国連難民高等弁務官のミシェル・バチェレ氏は、ジュネーブでの第41回国連人権理事会の開会式での演説で、ダーイシュ(イスラーム国)のメンバーだと疑われている男女、そして子供5万5000人以上がシリア、イラクで逮捕されているとしたうえで、ダーイシュ・メンバーの家族の国籍を剥奪することは受け入れられないと警鐘を鳴らした。

バチェレ氏は、逮捕者のほとんどがシリア人かイラク人のいずれかだとしつつ、「50カ国あまりから来たとされる外国人戦闘員も含まれている…。ダーイシュの外国人戦闘員の家族だと疑われている1万1000人以上が今もシリア北東部のフール・キャンプの劣悪な環境下で拘束されている」と指摘した。

UNICEF(国際連合児童基金)の報告によると、シリアには外国人戦闘員の子供2万9000人がおり、うち3分の2がイラク出身で、12歳に満たないという。

バチェレ氏はまた、ダーイシュ外国人戦闘員や家族の出身国の一部が、彼らの国籍を剥奪し、帰国を阻止しようとしていると非難、「彼らを無国籍にすることは決して受け入れられない選択肢だ。無国籍の子供たちは教育、医療、さらには人間の尊厳にかかわる基本的な必須要素を得ることができなくなる。既に多くの苦しみに直面している子供たちを無国籍にすることは,無責任で酷な行為だ…。国籍剥奪は復讐をもたらしかねない」と警鐘を鳴らした。
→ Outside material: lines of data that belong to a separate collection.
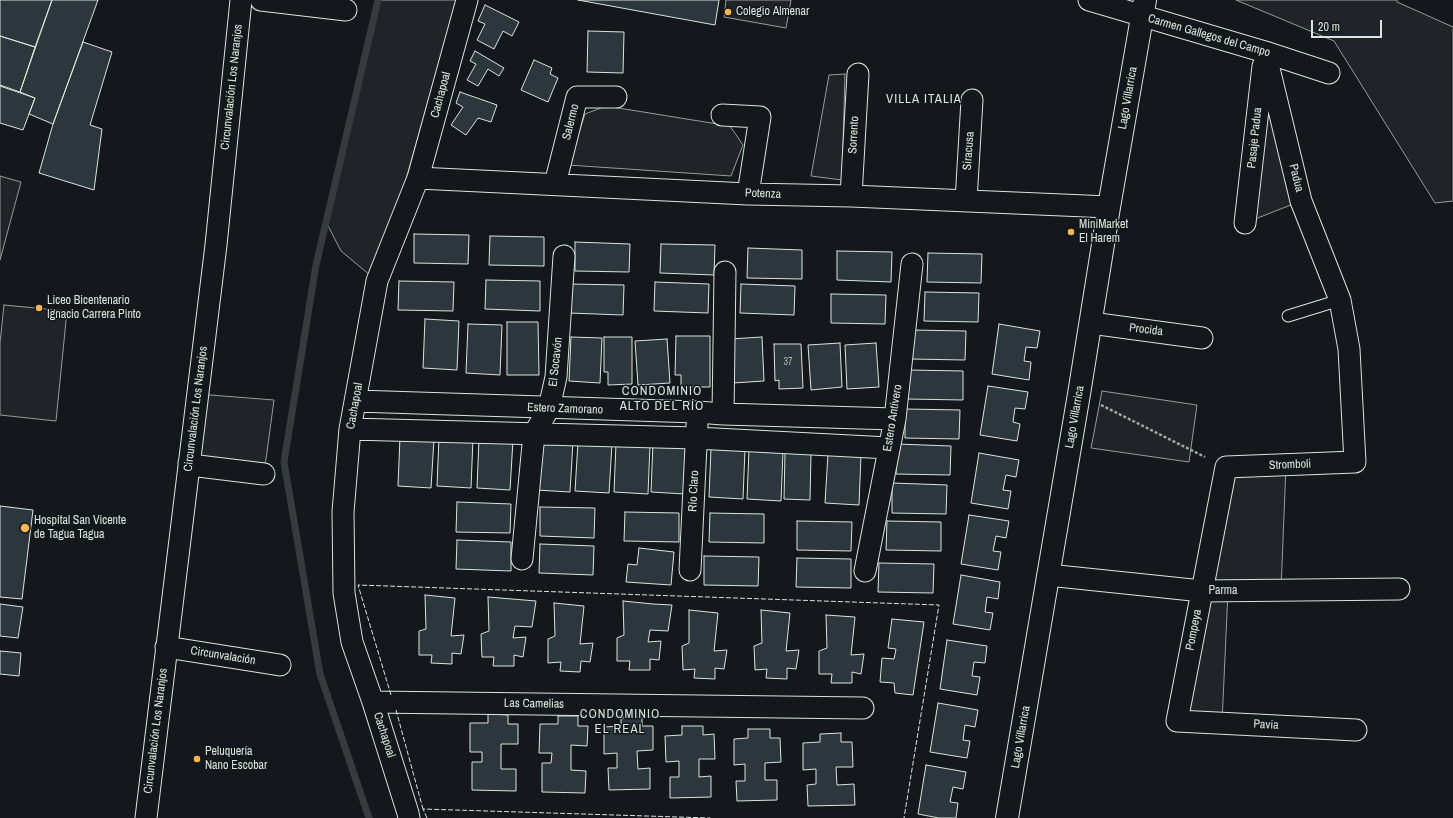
<!DOCTYPE html>
<meta charset="utf-8">
<style>
body{margin:0}
#map{position:relative;width:1453px;height:818px;overflow:hidden;background:#14181c;font-family:"Archivo Narrow",sans-serif}
canvas{display:block}
.scale{position:absolute;left:1311px;top:20px;width:71px;height:18px;box-sizing:border-box;border:2px solid #d8e6dc;border-top:0;padding-left:5px;font-size:12px;line-height:14px;white-space:nowrap;color:#d8e6dc;-webkit-text-stroke:3px #14181c;paint-order:stroke}
</style>
<div id="map">
<canvas width="1453" height="818"></canvas>
<div class="scale">20 m</div>
</div>
<script>
const g = document.querySelector('canvas').getContext('2d');
g.lineJoin = 'round';
function fillPath(path, color) {
  g.fillStyle = color;
  g.fill(path, 'evenodd');
}
function poly(rows) {
  const path = new Path2D();
  for (const r of rows) {
    path.moveTo(r[0], r[1]);
    for (let i = 2; i < r.length; i += 2) path.lineTo(r[i], r[i + 1]);
  }
  return path;
}
function trace(path, color, width, dash) {
  g.strokeStyle = color;
  g.lineWidth = width;
  g.lineCap = dash ? 'butt' : 'round';
  g.setLineDash(dash || []);
  g.stroke(path);
}
function label(font, color, halo, rows, align = 'center') {
  g.font = font + ' "Archivo Narrow",sans-serif';
  g.lineWidth = 3;
  g.setLineDash([]);
  g.textBaseline = 'middle';
  g.strokeStyle = halo;
  g.fillStyle = color;
  for (const [text, x, y, turn = 0] of rows) {
    g.save();
    g.translate(x, y);
    g.rotate((+turn || 0) * Math.PI / 180);
    g.textAlign = isNaN(turn) ? turn : align;
    if (halo) g.strokeText(text, 0, 0);
    g.fillText(text, 0, 0);
    g.restore();
  }
}
const green = poly([
 [378,0,457,0,377,281,341,251,326,222,378,0],
 [726,0,791,0,786,28,724,17,726,0],
 [1236,0,1397,0,1397,2,1453,27,1453,201,1435,203,1334,41,1236,0],
 [1265,52,1301,201,1245,223,1265,52],
 [845,74,842,180,811,176,829,75,845,74],
 [606,106,730,126,743,145,731,176,568,165,585,114,606,106],
 [0,176,21,182,0,260,0,176],
 [4,305,67,311,56,421,0,415,0,343,4,305],
 [1102,391,1197,405,1189,462,1091,448,1102,391],
 [198,394,274,400,264,474,190,465,198,394],
 [1286,465,1281,590,1228,591,1222,723,1177,721,1226,467,1286,465]
]);
const stream = poly([
 [369,818,320,674,284,462,316,265,378,0]
]);
const building = poly([
 [0,0,52,0,35,47,0,36,0,0],
 [52,0,98,0,53,124,29,114,35,98,20,92,52,0],
 [578,0,719,0,715,25,578,0],
 [485,5,519,22,512,36,503,31,494,49,477,40,485,24,478,21,485,5],
 [588,31,624,32,623,73,587,72,588,31],
 [0,36,35,47,20,92,0,85,0,36],
 [83,42,112,52,90,125,102,129,94,190,39,173,53,124,83,42],
 [475,51,504,68,499,76,488,69,478,86,467,80,476,64,470,61,475,51],
 [534,60,552,68,550,74,558,78,548,102,521,90,534,60],
 [0,86,35,98,23,130,0,123,0,86],
 [460,92,497,105,491,122,478,118,466,135,451,125,463,107,456,103,460,92],
 [414,234,469,235,468,264,414,263,414,234],
 [490,236,544,237,544,266,489,265,490,236],
 [575,242,630,244,629,272,575,271,575,242],
 [661,244,715,245,714,275,660,273,661,244],
 [748,248,802,250,802,279,747,278,748,248],
 [837,251,892,252,891,282,837,280,837,251],
 [928,253,982,254,981,283,927,282,928,253],
 [486,280,540,281,540,311,485,309,486,280],
 [399,281,454,282,453,311,398,310,399,281],
 [655,282,709,284,708,313,654,311,655,282],
 [569,284,624,285,623,315,569,313,569,284],
 [741,284,795,286,794,315,740,313,741,284],
 [925,292,979,293,978,322,924,321,925,292],
 [831,294,886,295,885,324,831,323,831,294],
 [425,319,459,321,457,370,423,368,425,319],
 [507,322,538,322,539,375,507,375,507,322],
 [468,324,502,325,500,375,466,373,468,324],
 [999,324,1040,331,1037,348,1026,347,1024,361,1031,362,1029,380,992,374,999,324],
 [911,330,966,331,965,360,911,359,911,330],
 [676,336,710,336,710,387,681,387,681,375,675,375,676,336],
 [571,337,602,338,600,383,569,381,571,337],
 [604,337,632,337,632,384,608,385,608,372,604,372,604,337],
 [762,337,764,381,733,383,730,339,762,337],
 [667,339,670,383,638,385,635,341,667,339],
 [840,343,842,387,811,390,808,345,840,343],
 [876,343,879,387,847,389,845,345,876,343],
 [774,344,801,344,803,388,779,389,779,380,775,381,774,344],
 [909,370,963,371,963,400,908,399,909,370],
 [988,386,1028,392,1025,409,1015,408,1013,422,1020,424,1017,441,980,435,988,386],
 [905,409,960,410,959,439,905,438,905,409],
 [400,437,434,439,431,488,398,486,400,437],
 [439,437,473,438,471,488,437,486,439,437],
 [479,438,513,440,510,490,477,488,479,438],
 [539,440,573,442,570,492,536,490,539,440],
 [578,442,612,444,609,493,575,491,578,442],
 [616,443,650,445,648,494,614,492,616,443],
 [653,443,687,445,685,494,651,492,653,443],
 [897,444,951,446,950,475,896,474,897,444],
 [711,448,745,449,743,499,709,497,711,448],
 [749,449,783,451,781,501,747,499,749,449],
 [785,453,811,454,810,500,784,499,785,453],
 [979,453,1019,460,1016,477,1006,475,1003,490,1011,491,1008,509,971,503,979,453],
 [828,454,861,455,859,505,825,503,828,454],
 [892,483,947,485,946,514,892,513,892,483],
 [457,502,511,504,510,533,456,532,457,502],
 [0,506,33,510,22,599,0,597,0,506],
 [540,507,595,508,594,538,540,536,540,507],
 [625,512,679,513,679,542,624,541,625,512],
 [710,513,764,514,764,543,709,542,710,513],
 [969,515,1009,521,1006,538,996,536,993,551,1001,552,998,570,961,564,969,515],
 [797,521,852,522,851,551,797,550,797,521],
 [887,521,941,522,941,551,886,550,887,521],
 [457,540,511,542,511,571,456,569,457,540],
 [540,544,594,546,593,575,539,573,540,544],
 [639,548,674,552,671,585,626,582,628,564,637,565,639,548],
 [704,556,759,557,758,586,704,585,704,556],
 [797,558,851,559,851,588,796,587,797,558],
 [879,563,934,564,933,593,878,592,879,563],
 [961,575,1000,582,998,599,987,597,985,612,993,613,990,630,953,624,961,575],
 [425,595,455,598,451,636,464,635,461,654,452,653,452,664,431,663,432,655,419,655,419,631,426,629,425,595],
 [488,597,536,601,532,627,515,626,513,638,526,637,523,657,514,655,514,666,493,666,494,657,482,657,481,634,489,631,488,597],
 [623,601,653,604,672,605,668,631,650,630,648,642,661,641,659,660,650,659,650,670,629,670,630,661,617,661,617,638,624,635,623,601],
 [554,603,584,606,580,644,593,643,590,662,581,661,580,672,560,671,561,662,548,663,548,639,555,636,554,603],
 [0,604,23,607,18,638,0,636,0,604],
 [689,610,718,613,714,651,727,650,724,669,715,668,715,679,694,678,695,669,683,670,682,646,689,643,689,610],
 [761,610,790,613,786,651,799,650,796,669,787,668,787,679,766,678,767,669,755,670,754,646,762,643,761,610],
 [826,615,855,617,851,655,864,654,861,674,852,672,852,683,831,683,832,674,819,674,819,651,827,648,826,615],
 [892,619,924,622,913,695,895,693,894,683,880,682,882,658,894,659,896,649,888,648,892,619],
 [947,640,987,646,985,663,974,662,972,676,980,677,977,695,940,689,947,640],
 [0,651,21,653,19,676,0,674,0,651],
 [938,703,978,710,975,727,965,725,963,740,970,741,967,758,930,752,938,703],
 [488,714,508,715,508,724,518,724,518,744,501,744,501,769,516,769,516,791,472,790,472,762,482,762,482,752,470,752,470,723,488,723,488,714],
 [558,716,578,716,578,726,588,726,587,746,571,745,571,770,586,771,585,793,542,792,542,763,551,763,552,753,539,753,540,724,558,724,558,716],
 [642,717,642,726,653,726,653,750,637,751,638,769,650,768,650,789,609,790,608,768,617,768,617,753,604,754,604,727,621,726,621,718,642,717],
 [682,726,703,726,703,735,714,734,715,759,699,759,699,777,711,776,711,797,670,798,670,777,679,777,679,761,666,762,665,736,682,735,682,726],
 [748,729,770,729,770,738,780,738,781,762,765,763,765,780,777,780,777,800,737,801,736,781,745,781,745,764,734,765,734,739,748,738,748,729],
 [841,733,841,742,852,742,853,767,836,767,837,785,854,784,855,805,808,806,807,785,816,784,816,769,803,770,803,743,820,742,820,734,841,733],
 [926,765,966,772,963,789,953,787,950,802,958,803,956,818,939,818,918,814,926,765]
]);
const path = poly([
 [1101,405,1205,457]
]);
const service = poly([
 [1288,316,1340,300]
]);
const minor = poly([
 [261,0,346,10],
 [1089,0,1265,52,1329,73],
 [1265,52,1301,201,1340,300,1349,349,1355,462,1226,467,1177,721,1356,730],
 [722,115,760,117,748,194],
 [418,178,748,194,851,196,1109,207],
 [555,184,577,97,616,97],
 [851,196,858,74],
 [966,201,972,100],
 [1245,223,1263,66],
 [1091,323,1202,338],
 [356,401,697,412,723,414,895,419],
 [723,414,725,272],
 [350,429,696,438,889,448],
 [189,463,190,465,264,474],
 [522,559,534,434,549,408,556,377,564,256],
 [690,570,697,425],
 [865,571,895,419,912,264],
 [1048,575,1202,591,1399,589],
 [166,647,280,665],
 [373,702,863,708],
 [146,818,216,245,241,0],
 [409,818,408,813,373,702,352,642,344,593,343,512,350,429,377,281,418,178,467,0]
]);
const tertiary = poly([
 [1007,818,1079,394,1109,207,1145,0]
]);
const fence = poly([
 [391,695,358,585,939,605,904,818],
 [396,710,423,809],
 [427,818,423,809,710,818]
]);
const markers = [
 [728,12,4,"#ffb74d"],
 [1071,232,4,"#ffb74d"],
 [39,308,4,"#ffb74d"],
 [25,528,5,"#ffb74d"],
 [197,759,4,"#ffb74d"]
];
const numberNames = [
 ["37",788,362]
];
const poiNames = [
 ["Colegio Almenar",736,12],
 ["MiniMarket",1079,225],
 ["El Harem",1079,239],
 ["Liceo Bicentenario",47,301],
 ["Ignacio Carrera Pinto",47,315],
 ["Hospital San Vicente",34,521],
 ["de Tagua Tagua",34,535],
 ["Peluquería",205,752],
 ["Nano Escobar",205,766]
];
const streetNames = [
 ["Carmen Gallegos del Campo",1209,36,16],
 ["Circunvalación Los Naranjos",232,87,-84],
 ["Cachapoal",441,95,-75],
 ["Lago Villarrica",1128,98,-80],
 ["Salermo",571,122,-76],
 ["Sorrento",854,135,-87],
 ["Pasaje Padua",1255,138,-84],
 ["Siracusa",969,151,-86],
 ["Padua",1296,178,76],
 ["Potenza",763,194,2],
 ["Procida",1146,330,7],
 ["El Socavón",556,362,-84],
 ["Cachapoal",355,406,-80],
 ["Circunvalación Los Naranjos",196,409,-83],
 ["Estero Zamorano",565,409,2],
 ["Lago Villarrica",1075,417,-80],
 ["Estero Antívero",893,418,-81],
 ["Stromboli",1290,465,-2],
 ["Río Claro",694,491,-87],
 ["Parma",1223,591],
 ["Pompeya",1194,630,-79],
 ["Circunvalación",223,656,9],
 ["Las Camelias",534,704,1],
 ["Pavia",1266,725,3],
 ["Circunvalación Los Naranjos",156,731,-83],
 ["Cachapoal",384,735,72],
 ["Lago Villarrica",1021,737,-80]
];
const neighbourhoodNames = [
 ["VILLA ITALIA",924,100],
 ["CONDOMINIO",662,392],
 ["ALTO DEL RÍO",662,407],
 ["CONDOMINIO",620,715],
 ["EL REAL",620,730]
];
fillPath(green, '#202428');
trace(green, '#939e99', 1);
trace(stream, '#363b3e', 7);
fillPath(building, '#2c363c');
trace(building, '#d8e6dc', 1);
trace(service, '#d8e6dc', 13);
trace(minor, '#d8e6dc', 23);
trace(tertiary, '#d8e6dc', 24);
trace(path, '#9da8a2', 2.5, [3, 2]);
trace(service, '#14181c', 11);
trace(minor, '#14181c', 21);
trace(tertiary, '#14181c', 22);
trace(fence, '#d8e6dc', 1, [5, 2]);
for (const [x, y, r, color] of markers) {
  const dot = new Path2D();
  dot.arc(x, y, r, 0, 2 * Math.PI);
  g.fillStyle = color;
  g.fill(dot);
  trace(dot, '#14181c', 1.5);
}
label('10px', '#adbab4', null, numberNames);
label('12px', '#d8e6dc', '#14181c', poiNames, 'left');
label('12px', '#d8e6dc', '#14181c', streetNames);
g.letterSpacing = '1px';
label('13px', '#d8e6dc', '#14181c', neighbourhoodNames);
g.letterSpacing = '0px';
</script>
そのうえで「開国人家族を祖国に帰さねばならない…。特に子供たちは、深刻な権利侵害を被ってきた。そのなかには、ダーイシュから教育を受けたり、徴兵され、暴力行為を犯した者もいる。もっとも考慮すべきは、彼らを社会復帰させ、保護し、彼らのためになることでなければならない」と訴えた。

AFP, June 25, 2019、ANHA, June 25, 2019、AP, June 25, 2019、al-Durar al-Shamiya, June 25, 2019、al-Hayat, June 26, 2019、Reuters, June 25, 2019、SANA, June 25, 2019、SOHR, June 25, 2019、UPI, June 25, 2019などをもとに作成。